[Saved entries]
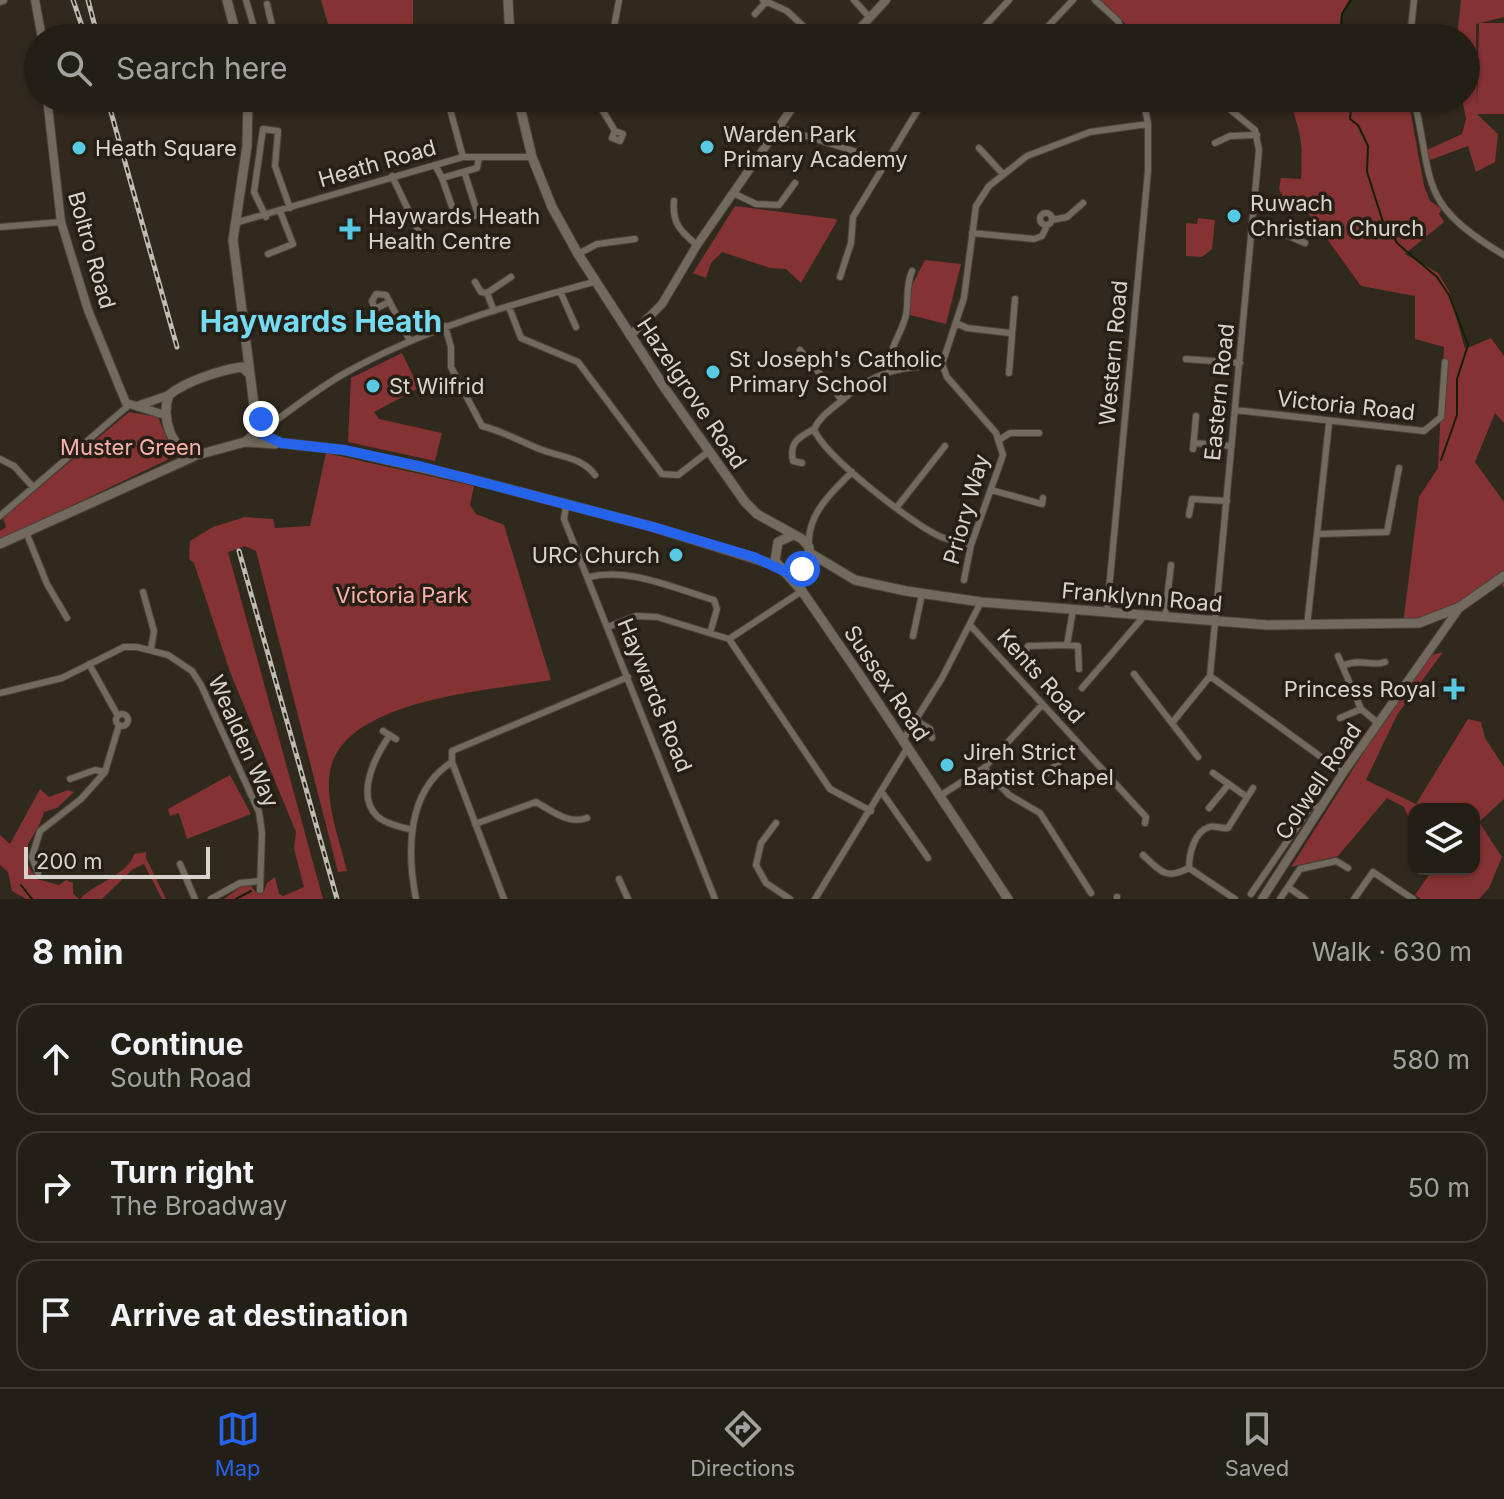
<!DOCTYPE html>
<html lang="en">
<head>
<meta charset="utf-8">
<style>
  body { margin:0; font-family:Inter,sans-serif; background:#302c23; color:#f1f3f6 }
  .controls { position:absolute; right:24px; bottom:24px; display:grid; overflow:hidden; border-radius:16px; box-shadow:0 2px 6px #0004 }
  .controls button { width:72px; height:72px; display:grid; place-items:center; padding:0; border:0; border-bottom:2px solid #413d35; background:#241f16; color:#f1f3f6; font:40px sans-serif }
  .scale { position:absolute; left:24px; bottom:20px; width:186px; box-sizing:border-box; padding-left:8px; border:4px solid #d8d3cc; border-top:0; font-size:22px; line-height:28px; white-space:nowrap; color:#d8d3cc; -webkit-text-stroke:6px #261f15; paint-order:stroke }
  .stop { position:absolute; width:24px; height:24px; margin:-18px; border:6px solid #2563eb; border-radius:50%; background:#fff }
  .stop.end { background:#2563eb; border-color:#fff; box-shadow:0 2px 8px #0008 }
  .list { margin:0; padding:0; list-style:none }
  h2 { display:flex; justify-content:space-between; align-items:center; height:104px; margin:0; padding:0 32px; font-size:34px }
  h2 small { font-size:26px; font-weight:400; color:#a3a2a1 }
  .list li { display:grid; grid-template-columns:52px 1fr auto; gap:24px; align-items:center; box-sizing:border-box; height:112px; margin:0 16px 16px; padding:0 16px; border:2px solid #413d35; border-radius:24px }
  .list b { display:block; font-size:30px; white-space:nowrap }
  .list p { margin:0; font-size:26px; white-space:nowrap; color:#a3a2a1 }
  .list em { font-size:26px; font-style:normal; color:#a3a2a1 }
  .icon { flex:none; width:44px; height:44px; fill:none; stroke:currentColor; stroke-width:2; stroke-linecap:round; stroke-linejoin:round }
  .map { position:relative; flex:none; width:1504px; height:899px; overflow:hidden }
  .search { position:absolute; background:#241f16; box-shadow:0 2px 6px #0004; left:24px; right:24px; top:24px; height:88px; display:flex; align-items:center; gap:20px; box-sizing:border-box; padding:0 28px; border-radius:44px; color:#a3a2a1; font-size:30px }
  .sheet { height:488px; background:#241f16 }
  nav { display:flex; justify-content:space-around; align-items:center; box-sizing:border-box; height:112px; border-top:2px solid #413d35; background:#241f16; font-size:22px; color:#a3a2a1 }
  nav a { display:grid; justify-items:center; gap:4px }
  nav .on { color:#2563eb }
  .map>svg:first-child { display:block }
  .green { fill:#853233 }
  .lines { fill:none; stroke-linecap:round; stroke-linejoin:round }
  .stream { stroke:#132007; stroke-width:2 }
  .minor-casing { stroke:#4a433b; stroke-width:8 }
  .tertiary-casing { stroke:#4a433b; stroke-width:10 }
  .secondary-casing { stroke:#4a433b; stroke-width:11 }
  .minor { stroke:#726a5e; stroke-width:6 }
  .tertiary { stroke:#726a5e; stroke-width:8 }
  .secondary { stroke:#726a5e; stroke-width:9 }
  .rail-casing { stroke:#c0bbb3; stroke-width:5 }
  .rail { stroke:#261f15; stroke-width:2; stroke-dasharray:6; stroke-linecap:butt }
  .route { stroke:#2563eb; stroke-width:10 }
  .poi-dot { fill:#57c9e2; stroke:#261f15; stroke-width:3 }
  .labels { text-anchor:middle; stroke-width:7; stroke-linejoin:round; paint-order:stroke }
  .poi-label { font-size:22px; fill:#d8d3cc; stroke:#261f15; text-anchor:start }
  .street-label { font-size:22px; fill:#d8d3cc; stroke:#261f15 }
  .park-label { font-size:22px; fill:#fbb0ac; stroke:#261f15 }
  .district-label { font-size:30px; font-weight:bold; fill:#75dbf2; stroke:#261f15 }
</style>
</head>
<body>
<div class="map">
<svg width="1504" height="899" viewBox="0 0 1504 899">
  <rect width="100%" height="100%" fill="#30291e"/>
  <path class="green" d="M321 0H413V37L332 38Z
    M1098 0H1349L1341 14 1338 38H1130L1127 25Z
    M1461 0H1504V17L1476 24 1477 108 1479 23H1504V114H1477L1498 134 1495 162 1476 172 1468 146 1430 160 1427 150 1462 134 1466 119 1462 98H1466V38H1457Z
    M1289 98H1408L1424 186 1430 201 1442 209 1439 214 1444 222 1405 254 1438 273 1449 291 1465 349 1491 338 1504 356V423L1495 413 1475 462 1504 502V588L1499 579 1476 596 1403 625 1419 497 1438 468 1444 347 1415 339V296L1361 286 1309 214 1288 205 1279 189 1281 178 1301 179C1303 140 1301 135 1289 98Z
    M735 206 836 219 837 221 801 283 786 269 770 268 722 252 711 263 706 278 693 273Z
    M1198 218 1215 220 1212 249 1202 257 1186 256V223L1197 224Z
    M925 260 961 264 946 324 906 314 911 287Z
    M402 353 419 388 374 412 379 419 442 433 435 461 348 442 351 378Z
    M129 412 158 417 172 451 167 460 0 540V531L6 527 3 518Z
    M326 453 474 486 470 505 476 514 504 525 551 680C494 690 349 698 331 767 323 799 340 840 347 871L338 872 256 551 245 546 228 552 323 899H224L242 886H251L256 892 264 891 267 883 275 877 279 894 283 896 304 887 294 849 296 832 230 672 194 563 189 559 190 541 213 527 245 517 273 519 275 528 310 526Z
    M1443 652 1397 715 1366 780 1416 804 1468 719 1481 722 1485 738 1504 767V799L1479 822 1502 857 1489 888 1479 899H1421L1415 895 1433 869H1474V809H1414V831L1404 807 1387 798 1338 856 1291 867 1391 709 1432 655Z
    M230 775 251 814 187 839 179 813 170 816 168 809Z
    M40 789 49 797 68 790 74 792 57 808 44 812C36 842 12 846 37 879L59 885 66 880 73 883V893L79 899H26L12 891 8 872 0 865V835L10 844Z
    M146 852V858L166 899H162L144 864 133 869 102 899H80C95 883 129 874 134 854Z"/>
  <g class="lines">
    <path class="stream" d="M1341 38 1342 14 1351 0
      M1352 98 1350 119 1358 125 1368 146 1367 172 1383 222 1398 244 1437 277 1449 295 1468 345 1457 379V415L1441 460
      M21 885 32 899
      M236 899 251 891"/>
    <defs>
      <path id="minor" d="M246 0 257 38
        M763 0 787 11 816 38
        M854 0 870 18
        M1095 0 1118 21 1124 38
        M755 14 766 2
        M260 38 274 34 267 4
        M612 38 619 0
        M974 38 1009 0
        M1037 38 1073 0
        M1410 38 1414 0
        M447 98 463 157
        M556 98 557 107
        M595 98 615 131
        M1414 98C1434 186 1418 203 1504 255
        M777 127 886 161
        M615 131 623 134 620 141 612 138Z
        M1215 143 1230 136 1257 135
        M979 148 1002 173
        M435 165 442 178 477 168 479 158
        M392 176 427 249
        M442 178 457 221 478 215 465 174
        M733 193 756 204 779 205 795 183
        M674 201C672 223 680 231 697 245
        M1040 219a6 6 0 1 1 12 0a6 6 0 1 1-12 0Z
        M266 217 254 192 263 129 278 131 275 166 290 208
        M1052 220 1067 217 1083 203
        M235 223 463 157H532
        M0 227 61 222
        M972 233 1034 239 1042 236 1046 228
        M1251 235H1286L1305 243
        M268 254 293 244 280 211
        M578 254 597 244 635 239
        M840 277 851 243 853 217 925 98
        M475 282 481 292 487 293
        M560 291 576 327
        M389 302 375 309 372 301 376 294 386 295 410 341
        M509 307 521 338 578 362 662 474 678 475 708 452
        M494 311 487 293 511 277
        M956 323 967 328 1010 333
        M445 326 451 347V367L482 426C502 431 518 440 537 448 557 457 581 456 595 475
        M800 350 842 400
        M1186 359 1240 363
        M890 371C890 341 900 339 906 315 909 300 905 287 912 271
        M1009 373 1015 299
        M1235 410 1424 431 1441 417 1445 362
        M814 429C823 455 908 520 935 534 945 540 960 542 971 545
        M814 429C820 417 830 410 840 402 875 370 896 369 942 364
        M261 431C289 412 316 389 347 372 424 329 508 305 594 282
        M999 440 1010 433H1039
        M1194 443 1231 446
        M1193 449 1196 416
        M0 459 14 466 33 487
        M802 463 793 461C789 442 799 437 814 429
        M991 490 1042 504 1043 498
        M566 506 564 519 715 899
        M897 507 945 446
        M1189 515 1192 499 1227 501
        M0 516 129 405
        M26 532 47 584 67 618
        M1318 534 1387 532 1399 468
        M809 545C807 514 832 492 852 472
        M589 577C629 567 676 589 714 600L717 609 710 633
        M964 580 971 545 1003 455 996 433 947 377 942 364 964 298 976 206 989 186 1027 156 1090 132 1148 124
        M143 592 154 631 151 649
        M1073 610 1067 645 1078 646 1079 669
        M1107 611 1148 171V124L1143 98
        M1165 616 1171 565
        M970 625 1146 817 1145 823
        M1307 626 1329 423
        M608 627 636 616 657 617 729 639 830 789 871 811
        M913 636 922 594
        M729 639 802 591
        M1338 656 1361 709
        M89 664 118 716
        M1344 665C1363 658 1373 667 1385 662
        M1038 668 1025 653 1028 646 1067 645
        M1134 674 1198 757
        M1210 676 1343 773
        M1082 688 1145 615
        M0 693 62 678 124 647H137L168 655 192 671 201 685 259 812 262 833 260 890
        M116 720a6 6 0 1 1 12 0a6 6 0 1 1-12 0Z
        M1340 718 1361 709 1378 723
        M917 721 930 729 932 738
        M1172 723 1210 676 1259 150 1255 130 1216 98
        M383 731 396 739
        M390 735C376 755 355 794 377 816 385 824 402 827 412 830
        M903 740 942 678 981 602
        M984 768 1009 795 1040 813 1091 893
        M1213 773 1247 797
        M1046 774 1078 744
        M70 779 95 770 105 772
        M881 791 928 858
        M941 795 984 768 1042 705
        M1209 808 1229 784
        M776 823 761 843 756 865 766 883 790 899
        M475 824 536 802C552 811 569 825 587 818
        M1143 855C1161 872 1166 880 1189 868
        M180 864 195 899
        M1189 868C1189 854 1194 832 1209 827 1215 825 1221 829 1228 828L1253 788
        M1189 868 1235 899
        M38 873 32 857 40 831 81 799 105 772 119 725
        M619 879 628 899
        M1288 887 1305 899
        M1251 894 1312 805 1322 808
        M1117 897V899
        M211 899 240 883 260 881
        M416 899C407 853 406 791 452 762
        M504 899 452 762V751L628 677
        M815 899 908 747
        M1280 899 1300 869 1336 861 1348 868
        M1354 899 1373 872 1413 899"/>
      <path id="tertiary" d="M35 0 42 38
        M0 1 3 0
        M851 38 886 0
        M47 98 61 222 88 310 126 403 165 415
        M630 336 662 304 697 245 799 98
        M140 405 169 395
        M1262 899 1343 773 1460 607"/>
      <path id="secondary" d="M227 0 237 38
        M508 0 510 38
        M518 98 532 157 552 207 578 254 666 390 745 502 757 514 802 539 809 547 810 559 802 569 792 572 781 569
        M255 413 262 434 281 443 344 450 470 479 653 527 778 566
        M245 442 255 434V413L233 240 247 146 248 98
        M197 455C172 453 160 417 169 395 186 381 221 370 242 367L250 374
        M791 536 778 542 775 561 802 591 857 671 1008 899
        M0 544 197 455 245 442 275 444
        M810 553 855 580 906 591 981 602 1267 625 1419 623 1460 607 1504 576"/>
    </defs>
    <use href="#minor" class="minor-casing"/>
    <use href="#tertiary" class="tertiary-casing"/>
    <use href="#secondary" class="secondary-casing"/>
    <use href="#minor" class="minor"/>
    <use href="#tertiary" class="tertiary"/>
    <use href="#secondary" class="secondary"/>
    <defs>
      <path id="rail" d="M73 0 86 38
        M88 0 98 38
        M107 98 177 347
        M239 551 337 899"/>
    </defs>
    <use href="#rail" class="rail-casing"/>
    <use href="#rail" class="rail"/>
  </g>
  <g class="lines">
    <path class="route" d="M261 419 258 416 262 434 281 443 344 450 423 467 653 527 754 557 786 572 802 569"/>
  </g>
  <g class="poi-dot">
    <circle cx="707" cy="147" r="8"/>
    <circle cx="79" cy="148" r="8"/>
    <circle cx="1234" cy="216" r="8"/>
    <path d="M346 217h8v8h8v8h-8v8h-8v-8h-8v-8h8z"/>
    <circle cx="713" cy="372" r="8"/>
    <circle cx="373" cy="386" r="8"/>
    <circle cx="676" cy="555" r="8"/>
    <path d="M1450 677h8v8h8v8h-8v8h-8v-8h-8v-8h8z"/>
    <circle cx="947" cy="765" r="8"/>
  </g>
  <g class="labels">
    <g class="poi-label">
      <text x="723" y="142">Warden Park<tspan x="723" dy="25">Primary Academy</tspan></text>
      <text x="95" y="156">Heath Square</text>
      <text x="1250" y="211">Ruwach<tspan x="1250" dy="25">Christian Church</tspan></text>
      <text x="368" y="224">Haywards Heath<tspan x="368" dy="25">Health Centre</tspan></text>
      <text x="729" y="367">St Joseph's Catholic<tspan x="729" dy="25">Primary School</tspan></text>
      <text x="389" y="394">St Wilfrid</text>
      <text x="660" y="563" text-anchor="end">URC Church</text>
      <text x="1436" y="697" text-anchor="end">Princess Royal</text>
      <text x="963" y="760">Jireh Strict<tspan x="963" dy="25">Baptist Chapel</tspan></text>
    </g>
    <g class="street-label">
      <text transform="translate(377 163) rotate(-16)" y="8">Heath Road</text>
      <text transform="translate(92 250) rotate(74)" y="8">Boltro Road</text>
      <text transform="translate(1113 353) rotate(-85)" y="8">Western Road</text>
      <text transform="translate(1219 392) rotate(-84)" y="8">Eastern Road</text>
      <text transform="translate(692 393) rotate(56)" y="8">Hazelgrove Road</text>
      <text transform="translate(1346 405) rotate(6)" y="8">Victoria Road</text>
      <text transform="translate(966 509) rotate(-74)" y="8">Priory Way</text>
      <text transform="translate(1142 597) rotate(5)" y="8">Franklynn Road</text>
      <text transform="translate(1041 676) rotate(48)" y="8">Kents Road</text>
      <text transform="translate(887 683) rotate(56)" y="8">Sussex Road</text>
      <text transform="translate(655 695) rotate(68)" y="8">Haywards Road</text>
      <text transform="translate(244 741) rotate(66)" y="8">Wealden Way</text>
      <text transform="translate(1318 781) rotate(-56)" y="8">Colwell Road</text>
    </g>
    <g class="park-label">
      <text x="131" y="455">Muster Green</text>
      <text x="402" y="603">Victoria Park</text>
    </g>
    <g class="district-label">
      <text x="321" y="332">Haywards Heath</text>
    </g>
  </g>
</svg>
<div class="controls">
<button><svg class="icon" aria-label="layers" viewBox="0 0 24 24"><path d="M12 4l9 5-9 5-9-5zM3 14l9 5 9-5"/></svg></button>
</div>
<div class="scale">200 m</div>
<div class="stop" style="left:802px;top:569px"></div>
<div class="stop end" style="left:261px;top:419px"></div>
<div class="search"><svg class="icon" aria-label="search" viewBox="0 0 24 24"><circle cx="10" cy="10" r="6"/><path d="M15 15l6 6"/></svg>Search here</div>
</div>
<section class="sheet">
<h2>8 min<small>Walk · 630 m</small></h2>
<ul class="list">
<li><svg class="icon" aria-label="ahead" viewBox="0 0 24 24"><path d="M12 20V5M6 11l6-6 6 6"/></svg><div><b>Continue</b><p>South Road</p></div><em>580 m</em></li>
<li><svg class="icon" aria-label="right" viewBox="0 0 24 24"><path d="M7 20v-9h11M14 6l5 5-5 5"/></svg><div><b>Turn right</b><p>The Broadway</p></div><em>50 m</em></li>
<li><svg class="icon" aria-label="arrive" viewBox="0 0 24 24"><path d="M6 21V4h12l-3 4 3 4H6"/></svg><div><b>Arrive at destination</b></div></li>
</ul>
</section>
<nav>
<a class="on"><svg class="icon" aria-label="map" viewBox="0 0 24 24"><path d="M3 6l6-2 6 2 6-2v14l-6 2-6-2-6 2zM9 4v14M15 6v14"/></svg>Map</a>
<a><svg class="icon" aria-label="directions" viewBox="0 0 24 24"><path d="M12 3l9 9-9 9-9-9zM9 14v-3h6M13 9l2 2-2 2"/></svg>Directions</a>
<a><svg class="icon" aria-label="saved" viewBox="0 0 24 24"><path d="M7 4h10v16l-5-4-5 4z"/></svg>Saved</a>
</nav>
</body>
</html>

- What you will do -
Output exactly the lines above, from the one holding "<h2>8 min<small>Walk · 630 m</small></h2>" through the end of the data, including the first and last.

- Solution to this problem -
<h2>8 min<small>Walk · 630 m</small></h2>
<ul class="list">
<li><svg class="icon" aria-label="ahead" viewBox="0 0 24 24"><path d="M12 20V5M6 11l6-6 6 6"/></svg><div><b>Continue</b><p>South Road</p></div><em>580 m</em></li>
<li><svg class="icon" aria-label="right" viewBox="0 0 24 24"><path d="M7 20v-9h11M14 6l5 5-5 5"/></svg><div><b>Turn right</b><p>The Broadway</p></div><em>50 m</em></li>
<li><svg class="icon" aria-label="arrive" viewBox="0 0 24 24"><path d="M6 21V4h12l-3 4 3 4H6"/></svg><div><b>Arrive at destination</b></div></li>
</ul>
</section>
<nav>
<a class="on"><svg class="icon" aria-label="map" viewBox="0 0 24 24"><path d="M3 6l6-2 6 2 6-2v14l-6 2-6-2-6 2zM9 4v14M15 6v14"/></svg>Map</a>
<a><svg class="icon" aria-label="directions" viewBox="0 0 24 24"><path d="M12 3l9 9-9 9-9-9zM9 14v-3h6M13 9l2 2-2 2"/></svg>Directions</a>
<a><svg class="icon" aria-label="saved" viewBox="0 0 24 24"><path d="M7 4h10v16l-5-4-5 4z"/></svg>Saved</a>
</nav>
</body>
</html>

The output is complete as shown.